On the first Sunday in Lent, we hear the reading from Mark where Jesus is sent into the wilderness. Describe a ‘wilderness time’ in your life.

New Life by Nancy Stoller

I have experienced many ‘wilderness’ times in my life. Some of them have been more intense than others. Some of them have lasted hours and some of them weeks. All of them have been incredible periods of growth, no matter how hard I have resisted.

Pieces of the pandemic, new motherhood, discerning a call to the priesthood, and leaving my study abroad program in college all stand out when I think about wilderness times in my life.

My junior year in college, I enthusiastically settled on being a Studio Art major.

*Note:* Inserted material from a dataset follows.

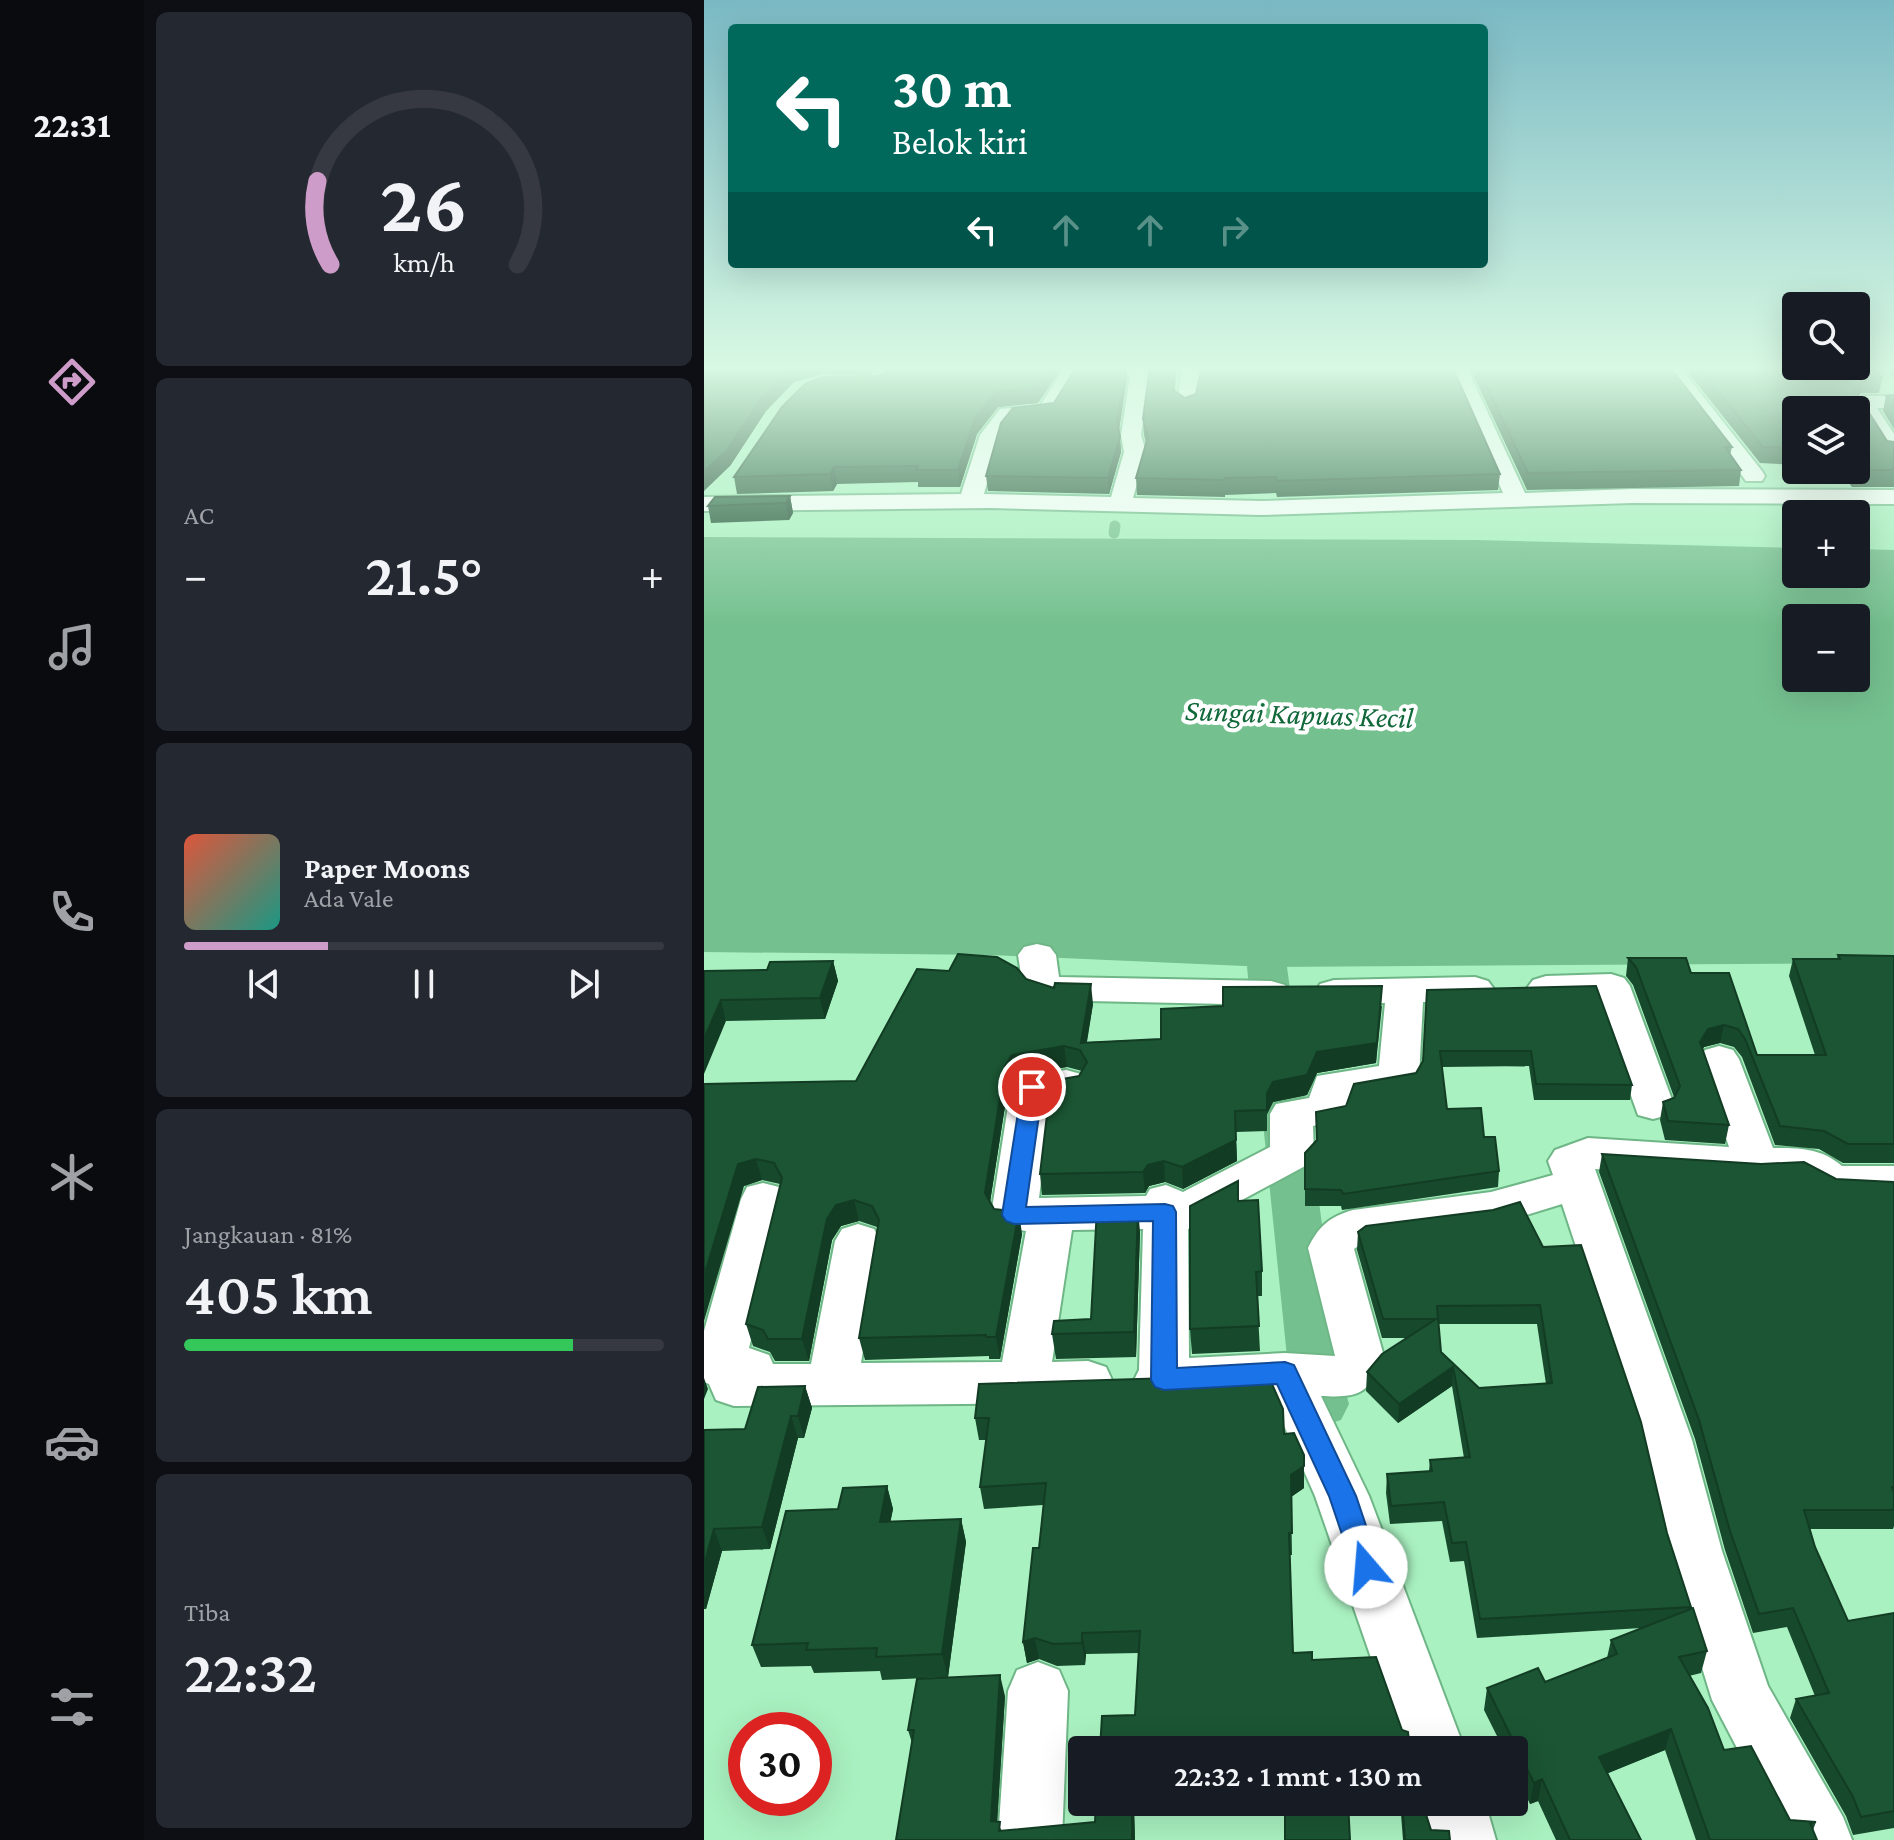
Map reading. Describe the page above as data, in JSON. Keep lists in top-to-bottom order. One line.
{"water":["Sungai Kapuas Kecil"],"page":{"tabs":"22:31","turn":["30 m","Belok kiri"],"map_buttons":["+","−"],"tile":["AC",["Jangkauan · 81%","405 km"],["Tiba","22:32"]],"heat":["−","21.5°","+"],"song":["Paper Moons","Ada Vale"],"limit":"30","trip":"22:32 · 1 mnt · 130 m","gauge":["26","km/h"]}}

It was something that came naturally to me as my mother and maternal grandmother are/were artists and have been prolific in their work. I grew up in a house where they were always going off to workshops together for the weekend or teaching students in the kitchen while we played outside. Becoming an Art major almost felt like stepping into the ‘family business’ or putting on a jacket that had been passed down through the generations. It just made sense. Naturally, when my student advisor suggested that spending a semester in Florence, Italy would enhance my experience and education, I jumped at the opportunity.

I flew to Rome just after the new year to begin my semester abroad and live into my dream of becoming an artist. In fact, I was one of many students flying to Italy to study for the spring semester and I assumed we would all be studying art together. As the weeks unfolded, I came to realize that what I thought I had signed up for, was not in fact, what studying abroad actually looked like. Very few of the other students were studying art and being that far away from everything that was familiar to me was far more difficult for me than I ever imagined. Moreover, I was beginning to wonder if I actually wanted to pursue a degree in Studio Art or be an artist.

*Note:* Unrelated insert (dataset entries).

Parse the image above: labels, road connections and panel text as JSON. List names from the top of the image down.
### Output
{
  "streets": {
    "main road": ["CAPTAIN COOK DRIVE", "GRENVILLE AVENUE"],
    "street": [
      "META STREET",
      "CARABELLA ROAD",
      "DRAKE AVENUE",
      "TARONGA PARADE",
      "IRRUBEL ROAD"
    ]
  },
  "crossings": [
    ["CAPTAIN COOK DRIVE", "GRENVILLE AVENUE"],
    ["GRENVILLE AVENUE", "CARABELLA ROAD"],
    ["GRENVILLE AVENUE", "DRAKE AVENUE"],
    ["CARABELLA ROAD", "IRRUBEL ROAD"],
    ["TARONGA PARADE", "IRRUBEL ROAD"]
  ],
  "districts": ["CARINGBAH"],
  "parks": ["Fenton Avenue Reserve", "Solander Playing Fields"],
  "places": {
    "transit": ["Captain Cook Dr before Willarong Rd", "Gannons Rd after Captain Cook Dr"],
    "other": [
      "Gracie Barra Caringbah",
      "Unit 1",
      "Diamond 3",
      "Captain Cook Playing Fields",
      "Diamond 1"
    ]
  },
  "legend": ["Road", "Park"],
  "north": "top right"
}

I wrote to a professor back on campus at UNC, to gain some clarity and ask for advice. On the same day I received a reply from him telling me that he felt like I really wasn’t ‘weird enough to be an artist’, I also got an email from my advisor saying she had made a mistake and none of my classes would transfer from the semester abroad. I was launched into crisis.

Had I made a huge mistake? Who was I? Was I big disappointment to myself and my family? What was I called to do or be? I was faced with the decision to stick it out, stay in Italy and coast until the end of the semester or leave the program, take a semester off and use the time to begin to discover who I was.

I don’t know that I could adequately articulate how lost and alone I felt. So I did the one thing I could think of to help me figure it out. I found an Episcopal church. As I sat in the pew and listened to the priest saying the liturgy in a language I could barely understand I began to cry and those icy cold feelings of isolation and fear seemed to thaw. I felt warmth and direction and a renewed sense of self. It was time for me to go home. It was time for me to live into the person God was calling me to be, but first I had to figure that out.

Wilderness times have always caught me off guard, most often coming when I least expect them. Arriving at times that I assume will be filled with joy and hope and direction. But I have learned that if I lean into them, allow them be what they are and remember that I am not alone, they can be the most holy and fruitful times of my life.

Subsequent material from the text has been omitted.